実行委員長(平成25年度):岩渕松雄 さん
住所:〒029-0301 一関市東山町田河津字石ノ森158番地
電話:0191-47-2857
東山町田河津地区で、毎年旧暦の9月12日に開催される「山神社奉納演芸会」は、地域の守り神である山神社に、地域住民が演芸を奉納する伝統行事です。
この会を開催するため、毎年田河津地区の8名の自治会長や行政区長等が1年ずつ持ち回りで実行委員長を引き受け、今年は高金自治会長の岩渕松雄さんが担当。自治会長を務め今年で7年目になりますが、山神社奉納演芸会には以前から事務局や機械類の担当として携わってきました。
地域住民からは「村社」と呼ばれ、大昔から地域を見守ってきた山神社ですが、演芸を奉納する形になったのは約35年前。以前は外から業者を呼び、子ども達が神楽を披露する等の形で奉納を行っていましたが、途中から「地域の住民の力で、できることをやってみよう」と、地域住民総参加の素人演芸会を開催。すると、お金も掛からず大いに盛り上がり、地域からの評判も大変良かったことから現在の形に変わりました。
山神社奉納演芸会が地域の伝統行事と言われる理由の1つは、開催準備から終了までが住民の手で行われるという点です。田河津地区の8名の自治会長が1年交代で実行委員長を務め、実行委員も自治会内の役員や団体で組織。

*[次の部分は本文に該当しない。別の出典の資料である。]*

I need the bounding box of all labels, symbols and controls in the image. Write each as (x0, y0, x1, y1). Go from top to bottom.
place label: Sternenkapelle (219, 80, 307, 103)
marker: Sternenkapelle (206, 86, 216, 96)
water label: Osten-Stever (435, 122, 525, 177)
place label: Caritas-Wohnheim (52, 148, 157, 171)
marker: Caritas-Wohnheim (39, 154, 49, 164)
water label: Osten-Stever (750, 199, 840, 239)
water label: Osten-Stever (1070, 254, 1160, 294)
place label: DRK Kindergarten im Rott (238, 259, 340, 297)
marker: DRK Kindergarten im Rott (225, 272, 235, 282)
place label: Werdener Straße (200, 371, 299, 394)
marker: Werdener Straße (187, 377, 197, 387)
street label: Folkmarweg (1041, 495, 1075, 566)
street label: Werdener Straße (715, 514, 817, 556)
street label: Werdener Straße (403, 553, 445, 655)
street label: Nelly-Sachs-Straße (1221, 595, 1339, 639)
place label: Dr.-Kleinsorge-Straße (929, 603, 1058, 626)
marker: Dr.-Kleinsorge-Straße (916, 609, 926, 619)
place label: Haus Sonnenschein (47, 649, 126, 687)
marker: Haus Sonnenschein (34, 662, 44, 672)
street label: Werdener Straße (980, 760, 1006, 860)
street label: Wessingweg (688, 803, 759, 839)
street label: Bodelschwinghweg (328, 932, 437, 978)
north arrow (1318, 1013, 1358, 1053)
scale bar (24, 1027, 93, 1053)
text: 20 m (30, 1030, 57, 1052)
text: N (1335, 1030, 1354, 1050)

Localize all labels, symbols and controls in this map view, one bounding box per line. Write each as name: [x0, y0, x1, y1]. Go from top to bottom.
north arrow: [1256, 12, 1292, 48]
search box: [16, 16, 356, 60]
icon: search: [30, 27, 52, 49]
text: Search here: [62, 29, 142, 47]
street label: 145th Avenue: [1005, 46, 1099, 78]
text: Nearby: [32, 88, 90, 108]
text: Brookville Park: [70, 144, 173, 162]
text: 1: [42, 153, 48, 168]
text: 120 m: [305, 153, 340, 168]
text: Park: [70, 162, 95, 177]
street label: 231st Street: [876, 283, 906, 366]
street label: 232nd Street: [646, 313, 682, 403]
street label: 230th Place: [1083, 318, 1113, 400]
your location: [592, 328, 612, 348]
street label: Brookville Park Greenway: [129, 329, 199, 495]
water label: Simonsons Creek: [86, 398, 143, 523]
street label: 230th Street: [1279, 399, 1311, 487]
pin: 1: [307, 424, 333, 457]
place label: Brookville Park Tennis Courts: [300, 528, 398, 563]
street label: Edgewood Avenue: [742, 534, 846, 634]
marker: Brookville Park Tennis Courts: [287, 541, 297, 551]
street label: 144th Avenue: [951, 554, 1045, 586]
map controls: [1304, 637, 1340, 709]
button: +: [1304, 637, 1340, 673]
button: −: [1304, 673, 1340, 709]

自治会で用意できない音響や機械類は、竹沢地区にある実年会、東風企画という部落グループが協力してくれています。
本番は、毎年28~32個の演芸がステージで披露されますが、出演するのは自治会内の住民の他、賛助・応援出演ということで、田河津に縁のある市民の方や遠方(静岡県、北海道)から参加。年齢は5歳~80歳代と幅広く、今年は総勢131名が演目を披露。開催案内が行き渡らなくとも、縁故縁者で東山町内外からも観客が大勢集まります。普段係りが少ない住民でも演目を見て名前や家を知り、お互いに交流のきっかけになることもあるそうです。
住民が創作した踊りや歌を見て、酔った観客が野次を飛ばすこともありますが、それもお祭りの醍醐味。子どもも高齢者も、同じ場所で同じ楽しみを共有するのは地域において大切なことだと感じます。
田河津では、家族や親しい方が演目に出ると、御花(ご祝儀)をあげる習慣があり、市民は千円~三千円を任意で渡します。戴いた沢山の御花は、自治会で使う備品代等に充てられます。演芸を披露した住民の反省会では、再演や次回開催も話題になります。一部は社会福祉協議会東山支所へ復興支援として寄付されます。毎年、演芸を披露する方も見る方も楽しみにしている行事であり、「『あそこの地区のお祭りは面白い!』と期待している方の想いにできるだけ応えたい」と岩渕さん。
「開催に関わる地域の方々に深く感謝します。1つの地域が同じ目的に向かい気持ちをひとつにして取り組むのは大変よいことですし、これからも継続したい」と語る岩渕さんからは、地域を想い守りたいという強い意志を感じました。